Amid the pandemic, Reed and his brother, sister, and niece drove from LA to Knoxville. He took up his duties with the students with the limitations of the day. “We taught online,” he recalls. “No one could go to the recitals. They could rehearse online for only 30 minutes. But these students, they powered through. They didn’t make excuses; they stepped up to bat and really knocked it out of the park.

“I didn’t know that I would fall in love with teaching. It’s the daily interactions with the students. They’re so hungry, so eager, so respectful, so appreciative. My students give me daily and weekly challenges to do more research on my own as they explore pieces more familiar to them that are closer to their generation.”

In late 2021, Reed was chatting with Steed and said, “I would like to do a special show.” Steed asked, “Is this a one-time thing or ongoing?” Reed asked, “Is ongoing an option?” Steed said it most certainly was. “The rest is history,” says Reed, now the Monday host of Improvisations.

“I like to share music from different artists and the unlikeliest of jazz musicians in unlikely contexts. I love music that can cross-pollinate.” One show featured songs with titles containing American slang. Two examples were Ray Charles’s “Hit the Road, Jack” and Dolly Parton’s “I Get a Kick Out of You.” “One voicemail came through after the Dolly Parton song from a young lady saying how much she was enjoying the show. I’m not sure these same listeners would have felt obliged to call later into the show when I played Miles Davis’s ‘Hand Jive.’”

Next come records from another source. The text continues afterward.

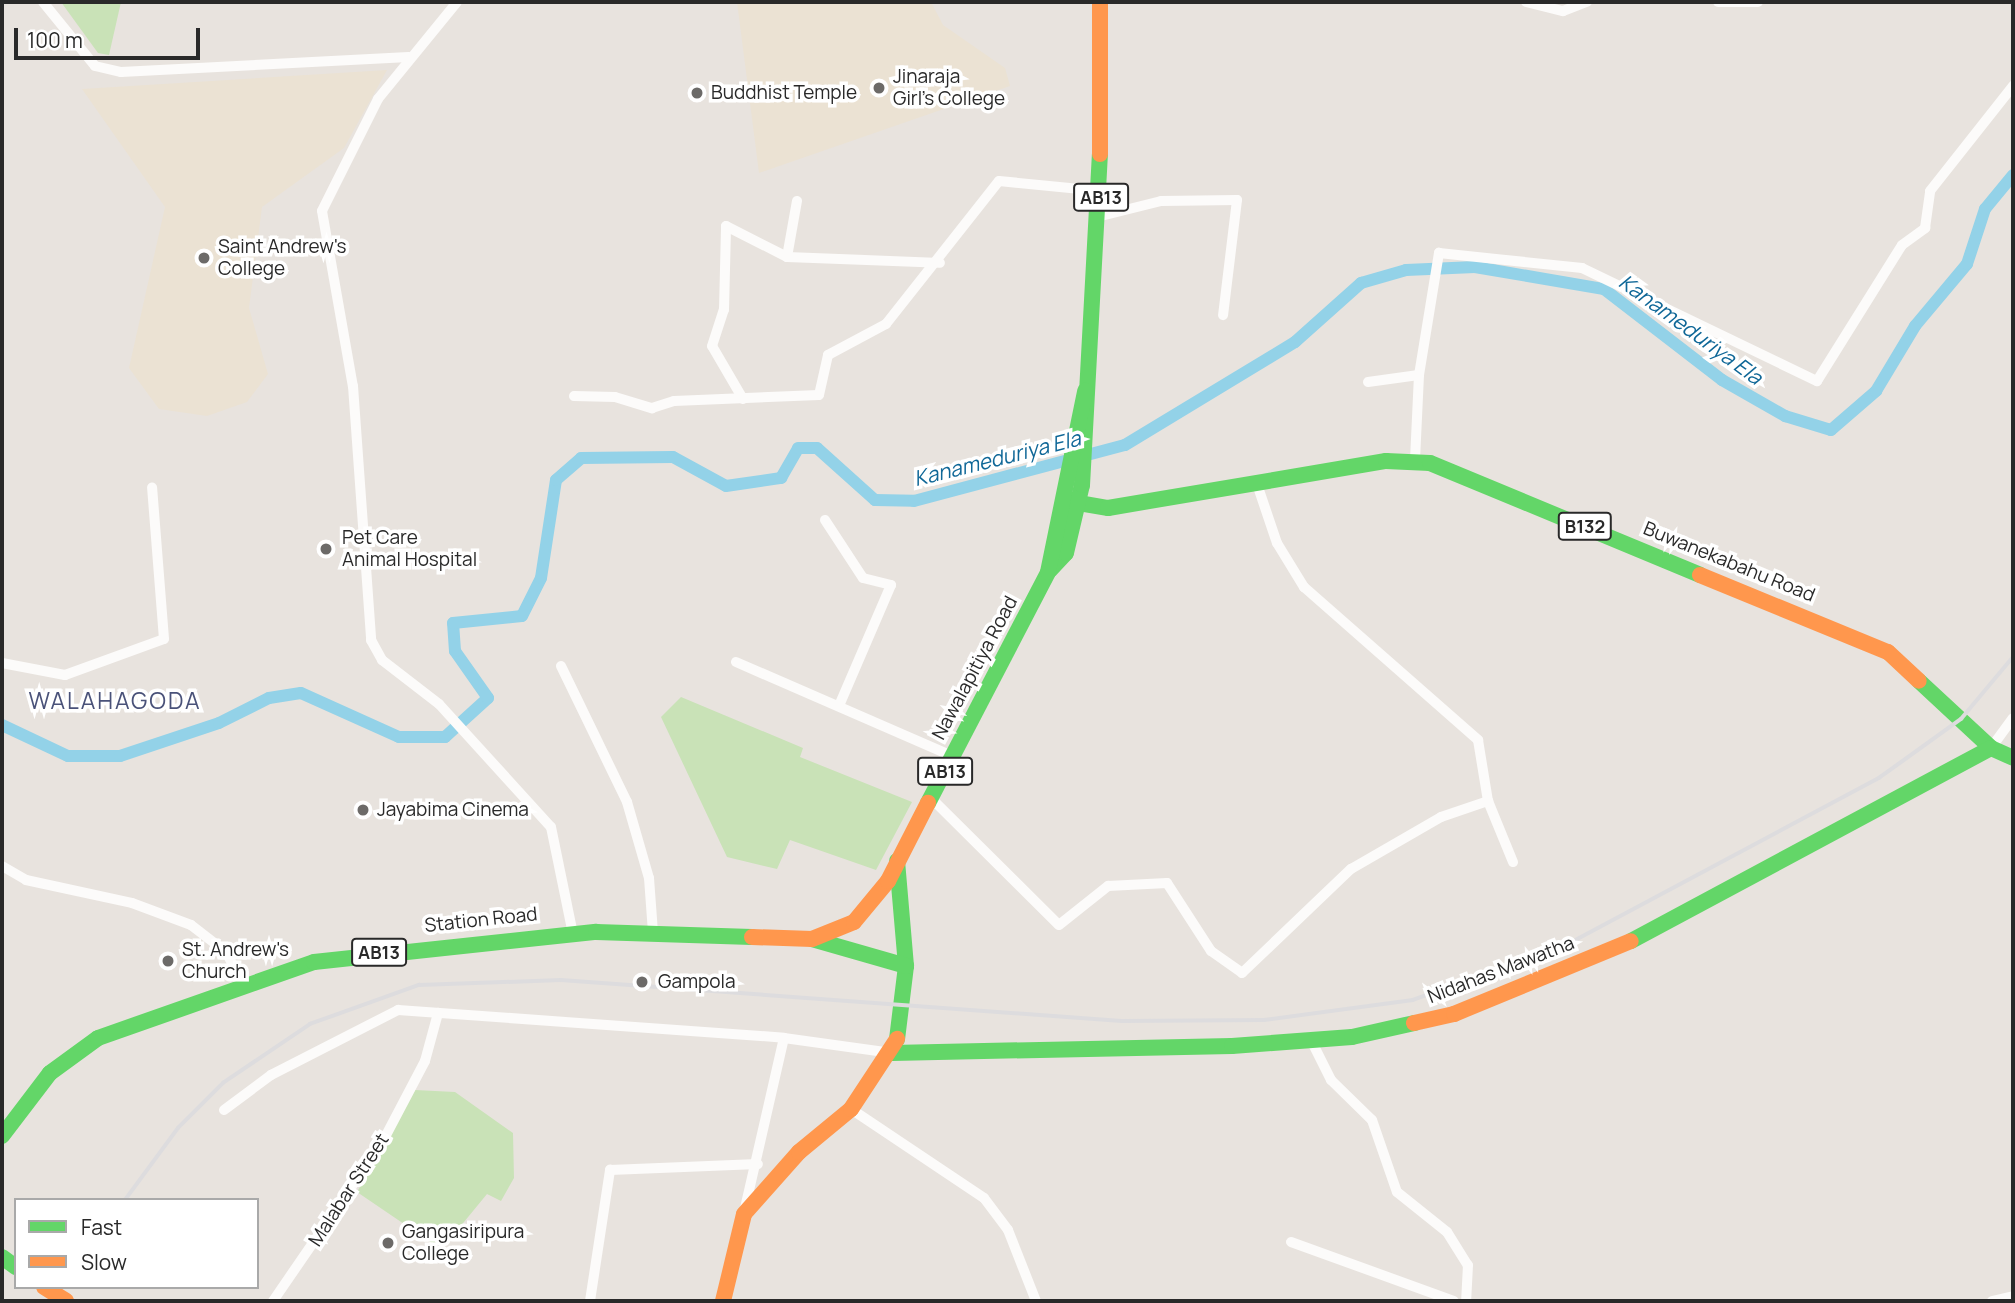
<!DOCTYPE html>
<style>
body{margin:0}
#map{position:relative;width:2015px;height:1303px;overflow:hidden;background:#e8e3de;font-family:Manrope,sans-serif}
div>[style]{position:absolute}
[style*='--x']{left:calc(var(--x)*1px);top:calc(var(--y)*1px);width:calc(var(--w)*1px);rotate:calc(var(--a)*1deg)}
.education>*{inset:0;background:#ebe2d3}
.green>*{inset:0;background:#c9e2b7}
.canal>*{height:12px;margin:-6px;padding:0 6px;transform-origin:6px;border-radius:6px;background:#93d2e8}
.street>*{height:10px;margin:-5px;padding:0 5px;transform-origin:5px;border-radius:5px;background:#fcfbfa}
.fast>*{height:16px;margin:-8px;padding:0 8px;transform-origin:8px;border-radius:8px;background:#63d668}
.slow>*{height:16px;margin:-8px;padding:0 8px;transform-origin:8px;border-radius:8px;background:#ff974d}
.rail>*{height:3.5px;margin:-1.75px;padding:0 1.75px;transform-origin:1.75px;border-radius:1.75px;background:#dddcde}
.dots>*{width:19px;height:19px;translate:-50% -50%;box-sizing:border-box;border:4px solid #fff;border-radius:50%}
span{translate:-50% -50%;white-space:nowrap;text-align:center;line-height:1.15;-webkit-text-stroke:7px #fff;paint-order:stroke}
.shield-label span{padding:2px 5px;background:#fff;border:2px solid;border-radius:5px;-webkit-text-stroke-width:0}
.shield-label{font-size:18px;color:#292929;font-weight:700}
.poi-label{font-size:19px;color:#292929}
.left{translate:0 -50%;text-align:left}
.street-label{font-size:19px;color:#292929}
.water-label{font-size:21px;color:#0f6797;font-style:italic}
.quarter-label{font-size:23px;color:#4a5279;letter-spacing:2px}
.frame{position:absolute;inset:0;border:4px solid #292929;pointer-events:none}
.legend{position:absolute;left:14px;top:1198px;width:245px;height:91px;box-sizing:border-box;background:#fff;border:2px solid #a9a9a9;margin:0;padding:9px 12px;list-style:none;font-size:21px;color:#292929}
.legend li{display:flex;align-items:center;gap:14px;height:35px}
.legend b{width:35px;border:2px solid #a9a9a9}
.scale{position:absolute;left:14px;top:28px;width:186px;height:32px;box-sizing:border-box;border:4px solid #292929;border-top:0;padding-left:9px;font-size:21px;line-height:24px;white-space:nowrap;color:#292929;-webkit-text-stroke:5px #fff;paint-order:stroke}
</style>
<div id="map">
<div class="education">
<div style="clip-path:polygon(737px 2px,931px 2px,943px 25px,1005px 68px,1010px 86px,759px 173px)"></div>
<div style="clip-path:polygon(387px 70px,344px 148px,262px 207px,249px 308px,268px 374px,247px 402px,207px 416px,159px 409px,129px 368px,165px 207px,82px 89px)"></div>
</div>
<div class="green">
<div style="clip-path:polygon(61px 2px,121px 2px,109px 55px,98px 53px)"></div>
<div style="clip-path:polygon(681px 697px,803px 748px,800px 757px,912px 802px,876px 870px,790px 840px,777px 869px,727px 857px,661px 717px)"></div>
<div style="clip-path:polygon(415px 1090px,455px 1092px,513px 1133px,514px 1178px,501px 1201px,487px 1194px,450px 1239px,432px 1243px,357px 1192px)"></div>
</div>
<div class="canal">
<div style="--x:2;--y:725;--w:73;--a:25.2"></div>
<div style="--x:68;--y:756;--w:52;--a:0"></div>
<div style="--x:120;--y:756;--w:104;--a:-18.4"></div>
<div style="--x:219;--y:723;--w:56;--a:-26.6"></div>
<div style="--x:269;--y:698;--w:32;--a:-9"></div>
<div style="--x:301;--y:693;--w:107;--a:24.2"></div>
<div style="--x:399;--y:737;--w:46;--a:0"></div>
<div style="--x:445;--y:737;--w:58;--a:-42.2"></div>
<div style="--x:488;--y:698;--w:57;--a:-125.1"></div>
<div style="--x:455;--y:651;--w:28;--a:-94"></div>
<div style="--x:453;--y:623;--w:69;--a:-5.8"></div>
<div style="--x:522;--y:616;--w:42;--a:-63.4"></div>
<div style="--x:541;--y:578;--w:99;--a:-81.3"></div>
<div style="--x:556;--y:480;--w:33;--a:-41"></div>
<div style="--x:581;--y:458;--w:92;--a:-0.6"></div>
<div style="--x:673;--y:457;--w:60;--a:28.7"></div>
<div style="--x:726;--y:486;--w:56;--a:-8.3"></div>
<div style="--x:781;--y:478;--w:34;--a:-60"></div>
<div style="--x:798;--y:448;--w:19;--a:0"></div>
<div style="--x:817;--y:448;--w:78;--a:41.9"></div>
<div style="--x:875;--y:500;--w:39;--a:1"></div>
<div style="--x:914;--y:501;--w:218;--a:-14.9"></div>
<div style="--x:1125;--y:445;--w:199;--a:-31.2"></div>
<div style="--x:1295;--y:342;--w:89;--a:-41.8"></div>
<div style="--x:1361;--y:283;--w:47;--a:-16.1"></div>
<div style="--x:1406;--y:270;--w:69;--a:-2.5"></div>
<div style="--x:1475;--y:267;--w:131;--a:9.7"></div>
<div style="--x:1604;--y:289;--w:149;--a:37.6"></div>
<div style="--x:1722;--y:380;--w:73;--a:29.7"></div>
<div style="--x:1785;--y:416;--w:48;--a:16.9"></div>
<div style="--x:1831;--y:430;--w:60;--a:-40.9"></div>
<div style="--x:1876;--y:391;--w:76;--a:-59"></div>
<div style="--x:1915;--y:326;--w:81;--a:-50"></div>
<div style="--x:1967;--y:264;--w:58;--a:-71.9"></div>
<div style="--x:1985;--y:209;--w:44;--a:-50.5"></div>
</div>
<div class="street">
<div style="--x:43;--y:2;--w:82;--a:50.9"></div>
<div style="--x:95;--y:66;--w:27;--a:13"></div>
<div style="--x:121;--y:72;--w:288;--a:-3"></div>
<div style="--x:457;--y:2;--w:125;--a:129.2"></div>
<div style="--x:378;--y:99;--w:125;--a:116.6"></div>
<div style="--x:322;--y:211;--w:178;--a:80"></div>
<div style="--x:353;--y:386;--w:255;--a:85.9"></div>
<div style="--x:371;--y:640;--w:23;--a:61"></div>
<div style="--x:382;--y:660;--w:72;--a:37.7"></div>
<div style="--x:439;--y:704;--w:166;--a:47.7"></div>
<div style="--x:551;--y:827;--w:109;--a:78.4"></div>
<div style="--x:1526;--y:2;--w:38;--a:14"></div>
<div style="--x:1563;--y:11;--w:26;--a:-21"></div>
<div style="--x:1718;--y:2;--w:40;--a:0"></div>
<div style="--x:1101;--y:216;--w:62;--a:-14"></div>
<div style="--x:1161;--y:201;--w:76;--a:-0.8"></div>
<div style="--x:1237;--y:200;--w:116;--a:96.9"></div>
<div style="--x:787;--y:257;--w:153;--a:2.2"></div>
<div style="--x:1419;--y:375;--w:124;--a:-80.7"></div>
<div style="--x:1439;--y:253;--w:144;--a:6"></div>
<div style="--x:1582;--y:268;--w:261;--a:25.7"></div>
<div style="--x:1817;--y:381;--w:160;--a:-58"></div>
<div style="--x:1902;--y:245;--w:29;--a:-36"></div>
<div style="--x:1925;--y:228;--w:37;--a:-82"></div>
<div style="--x:1930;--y:191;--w:134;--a:-51.7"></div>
<div style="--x:1368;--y:382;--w:51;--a:-7.8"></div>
<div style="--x:1419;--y:375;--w:84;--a:92.7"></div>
<div style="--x:574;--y:396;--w:41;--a:1.4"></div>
<div style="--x:615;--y:397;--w:39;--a:17"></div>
<div style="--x:652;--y:408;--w:23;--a:-18"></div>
<div style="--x:674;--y:401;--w:145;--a:-2.4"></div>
<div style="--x:819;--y:395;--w:41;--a:-77.3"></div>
<div style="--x:828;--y:355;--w:66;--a:-28.1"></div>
<div style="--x:886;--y:324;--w:182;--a:-51.7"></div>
<div style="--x:999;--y:181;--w:102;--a:5.6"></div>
<div style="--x:743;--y:399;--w:61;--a:-120.3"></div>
<div style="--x:712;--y:346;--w:38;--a:-72"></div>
<div style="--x:724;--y:310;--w:84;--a:-88.6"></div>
<div style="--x:726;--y:226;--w:68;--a:26.9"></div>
<div style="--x:787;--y:257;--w:57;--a:-79.9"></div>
<div style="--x:1258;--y:487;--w:59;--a:71.3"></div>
<div style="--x:1277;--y:543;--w:52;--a:58.5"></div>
<div style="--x:1304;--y:587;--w:232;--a:41.3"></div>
<div style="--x:1478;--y:740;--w:62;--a:80.7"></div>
<div style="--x:1488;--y:801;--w:66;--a:67.7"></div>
<div style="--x:825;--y:520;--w:69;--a:56.8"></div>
<div style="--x:863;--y:578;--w:29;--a:14"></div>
<div style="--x:891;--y:585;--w:132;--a:113.3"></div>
<div style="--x:736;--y:662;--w:236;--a:23.5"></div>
<div style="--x:2;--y:663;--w:64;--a:10.8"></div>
<div style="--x:65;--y:675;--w:105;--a:-20"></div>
<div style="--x:164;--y:639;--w:152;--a:-94.5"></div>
<div style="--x:561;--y:666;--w:151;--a:64.1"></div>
<div style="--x:627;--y:802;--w:79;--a:73.9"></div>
<div style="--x:649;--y:878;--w:55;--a:85.8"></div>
<div style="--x:1991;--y:748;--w:37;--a:-54"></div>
<div style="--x:931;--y:798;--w:180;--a:44.8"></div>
<div style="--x:1059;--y:925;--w:63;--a:-38.5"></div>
<div style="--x:1108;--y:886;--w:59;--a:-2.9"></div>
<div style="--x:1167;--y:883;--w:81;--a:57.1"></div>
<div style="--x:1211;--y:951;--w:38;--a:35"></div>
<div style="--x:1242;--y:973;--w:151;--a:-43.7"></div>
<div style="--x:1351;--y:869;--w:104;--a:-30"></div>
<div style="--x:1441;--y:817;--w:50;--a:-18.8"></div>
<div style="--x:2;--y:866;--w:28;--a:30"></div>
<div style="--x:26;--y:880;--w:108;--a:12.2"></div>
<div style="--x:132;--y:903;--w:63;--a:20.4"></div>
<div style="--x:191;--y:925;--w:44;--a:37.6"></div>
<div style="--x:226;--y:952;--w:36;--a:62"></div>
<div style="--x:1311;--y:1040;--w:45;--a:63.4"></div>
<div style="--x:1331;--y:1080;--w:57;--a:44.3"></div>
<div style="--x:1372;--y:1120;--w:76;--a:70.9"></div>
<div style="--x:1397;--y:1192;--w:64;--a:38.7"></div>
<div style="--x:1447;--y:1232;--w:39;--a:58"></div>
<div style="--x:1468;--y:1265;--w:36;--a:93"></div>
<div style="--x:851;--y:1109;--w:160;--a:33.8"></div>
<div style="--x:984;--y:1198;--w:40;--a:53"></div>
<div style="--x:1008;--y:1230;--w:76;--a:68.5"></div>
<div style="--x:224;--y:1110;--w:59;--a:-36.7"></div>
<div style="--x:271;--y:1075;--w:143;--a:-27.1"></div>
<div style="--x:398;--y:1010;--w:387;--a:4.1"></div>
<div style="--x:745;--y:1208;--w:174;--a:-77.1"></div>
<div style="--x:784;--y:1038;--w:109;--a:7.9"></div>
<div style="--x:1291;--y:1242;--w:173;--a:19.9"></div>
<div style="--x:273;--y:1301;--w:194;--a:-55.5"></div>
<div style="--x:383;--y:1141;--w:90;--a:-62.3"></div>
<div style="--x:425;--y:1061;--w:50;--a:-74.8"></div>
<div style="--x:590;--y:1301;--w:133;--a:-81.3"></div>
<div style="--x:610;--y:1170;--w:148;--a:-2.3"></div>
<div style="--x:1992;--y:1301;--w:22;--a:-13"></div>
</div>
<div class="fast">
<div style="--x:1067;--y:501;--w:42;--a:9.7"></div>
<div style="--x:1108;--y:508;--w:282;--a:-9.6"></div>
<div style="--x:1386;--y:461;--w:44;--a:2.6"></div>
<div style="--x:1430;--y:463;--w:292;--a:22.5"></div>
<div style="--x:1050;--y:570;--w:23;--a:-47"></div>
<div style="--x:1066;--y:553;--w:70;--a:-76.8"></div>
<div style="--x:1082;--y:485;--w:331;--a:-86.9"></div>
<div style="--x:1919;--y:681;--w:98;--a:42.9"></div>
<div style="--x:1991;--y:748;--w:24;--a:24"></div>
<div style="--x:928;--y:803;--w:260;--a:-62.5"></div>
<div style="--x:1048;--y:572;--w:185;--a:-78.4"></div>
<div style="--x:897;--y:861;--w:105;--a:85.1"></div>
<div style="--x:906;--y:966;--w:74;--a:97"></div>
<div style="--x:812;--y:939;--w:98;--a:16"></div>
<div style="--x:1631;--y:941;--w:408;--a:-28.2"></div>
<div style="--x:892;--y:1053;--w:340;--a:-1.2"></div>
<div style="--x:1232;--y:1046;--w:120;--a:-4.3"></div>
<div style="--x:1352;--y:1037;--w:64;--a:-12.7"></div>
<div style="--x:2;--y:1136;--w:79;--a:-52.7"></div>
<div style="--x:50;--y:1073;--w:59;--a:-36.1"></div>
<div style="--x:98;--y:1038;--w:229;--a:-19.4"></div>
<div style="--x:314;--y:962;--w:284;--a:-6.1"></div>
<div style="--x:596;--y:932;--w:156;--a:1.8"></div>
<div style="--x:2;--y:1257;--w:17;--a:36"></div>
</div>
<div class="slow">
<div style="--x:1100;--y:2;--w:152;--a:90"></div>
<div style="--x:1700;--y:575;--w:203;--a:22.3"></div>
<div style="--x:1888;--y:652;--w:42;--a:43.1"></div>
<div style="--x:752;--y:937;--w:60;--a:1.9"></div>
<div style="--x:812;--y:939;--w:45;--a:-22"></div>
<div style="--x:854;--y:922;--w:53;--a:-50.3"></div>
<div style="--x:888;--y:881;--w:88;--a:-62.9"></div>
<div style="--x:1414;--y:1023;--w:41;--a:-12.7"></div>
<div style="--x:1454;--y:1014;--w:191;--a:-22.4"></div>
<div style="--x:44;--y:1287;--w:26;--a:32"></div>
<div style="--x:723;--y:1301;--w:89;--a:-76.4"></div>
<div style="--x:744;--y:1214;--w:83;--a:-48.4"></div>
<div style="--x:799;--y:1152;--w:67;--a:-39.6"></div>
<div style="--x:851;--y:1109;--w:84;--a:-56.7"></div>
</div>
<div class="rail">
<div style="--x:125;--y:1200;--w:89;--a:-53.6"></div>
<div style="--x:178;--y:1128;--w:64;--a:-45"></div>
<div style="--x:223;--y:1083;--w:105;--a:-34.1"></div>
<div style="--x:310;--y:1024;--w:116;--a:-19.7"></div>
<div style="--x:419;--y:985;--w:142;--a:-2"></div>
<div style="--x:561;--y:980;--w:562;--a:4.18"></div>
<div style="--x:1122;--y:1021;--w:142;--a:-0.4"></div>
<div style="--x:1264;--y:1020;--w:150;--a:-7.6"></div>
<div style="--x:1413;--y:1000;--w:165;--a:-19.9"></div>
<div style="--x:1568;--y:944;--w:353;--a:-28.1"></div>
<div style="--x:1879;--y:778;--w:101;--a:-35.7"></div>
<div style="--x:1961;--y:719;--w:81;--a:-50"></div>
</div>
<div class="dots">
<div style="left:879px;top:88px;background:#6c6a68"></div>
<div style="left:697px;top:93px;background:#6c6a68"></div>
<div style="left:204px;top:258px;background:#6c6a68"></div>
<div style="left:326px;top:549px;background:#6c6a68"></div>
<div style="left:363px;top:810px;background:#6c6a68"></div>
<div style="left:168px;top:961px;background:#6c6a68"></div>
<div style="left:642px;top:982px;background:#6c6a68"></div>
<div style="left:388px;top:1243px;background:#6c6a68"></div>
</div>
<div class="shield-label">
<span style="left:1101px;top:197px">AB13</span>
<span style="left:1585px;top:526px">B132</span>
<span style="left:945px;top:771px">AB13</span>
<span style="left:379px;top:952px">AB13</span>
</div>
<div class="poi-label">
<span class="left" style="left:893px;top:88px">Jinaraja<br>Girl's College</span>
<span class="left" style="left:711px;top:93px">Buddhist Temple</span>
<span class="left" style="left:218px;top:258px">Saint Andrew's<br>College</span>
<span class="left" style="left:342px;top:549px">Pet Care<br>Animal Hospital</span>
<span class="left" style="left:377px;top:810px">Jayabima Cinema</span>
<span class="left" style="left:182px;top:961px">St. Andrew's<br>Church</span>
<span class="left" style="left:658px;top:982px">Gampola</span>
<span class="left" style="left:402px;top:1243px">Gangasiripura<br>College</span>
</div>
<div class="street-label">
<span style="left:1729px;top:562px;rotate:22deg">Buwanekabahu Road</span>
<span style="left:975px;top:668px;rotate:-62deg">Nawalapitiya Road</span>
<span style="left:481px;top:920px;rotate:-6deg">Station Road</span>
<span style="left:1501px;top:970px;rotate:-21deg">Nidahas Mawatha</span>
<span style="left:349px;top:1190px;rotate:-57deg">Malabar Street</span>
</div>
<div class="water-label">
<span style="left:1691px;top:329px;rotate:36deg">Kanameduriya Ela</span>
<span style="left:997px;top:458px;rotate:-14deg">Kanameduriya Ela</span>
</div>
<div class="quarter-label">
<span style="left:115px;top:700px">WALAHAGODA</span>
</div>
<div class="frame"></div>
<ul class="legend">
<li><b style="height:9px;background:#63d668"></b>Fast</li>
<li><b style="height:9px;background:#ff974d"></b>Slow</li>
</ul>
<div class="scale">100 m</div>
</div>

Hosting Improvisations presents challenges of its own: After his first show, Reed got a call from his 85-year-old mother, Jacquie, in Southern California. “She listens to the show, every one,” says Reed. “After the first show she calls me and she has a legal pad of notes, and I have to sit there and hear it. I say, ‘I’m not 10 years old anymore.’ She says, ‘I know, but you’re still my son.’” One of her comments was that Reed sounded stiff reading notes he’d typed to introduce the pieces. “I said, ‘OK, Mom, next time I’ll type just a few little things I want to mention, then I’ll do what I do, ad lib and improvise—and relax.’”

Improvisations airs weekdays on WUOT 91.9 FM from 6:30 to 8 p.m., produced and hosted by Eric Reed (Mondays), Todd Steed (Tuesdays), Paul Parris (Wednesdays), Taber Gable (Thursdays), and Chris Woodhull (Fridays).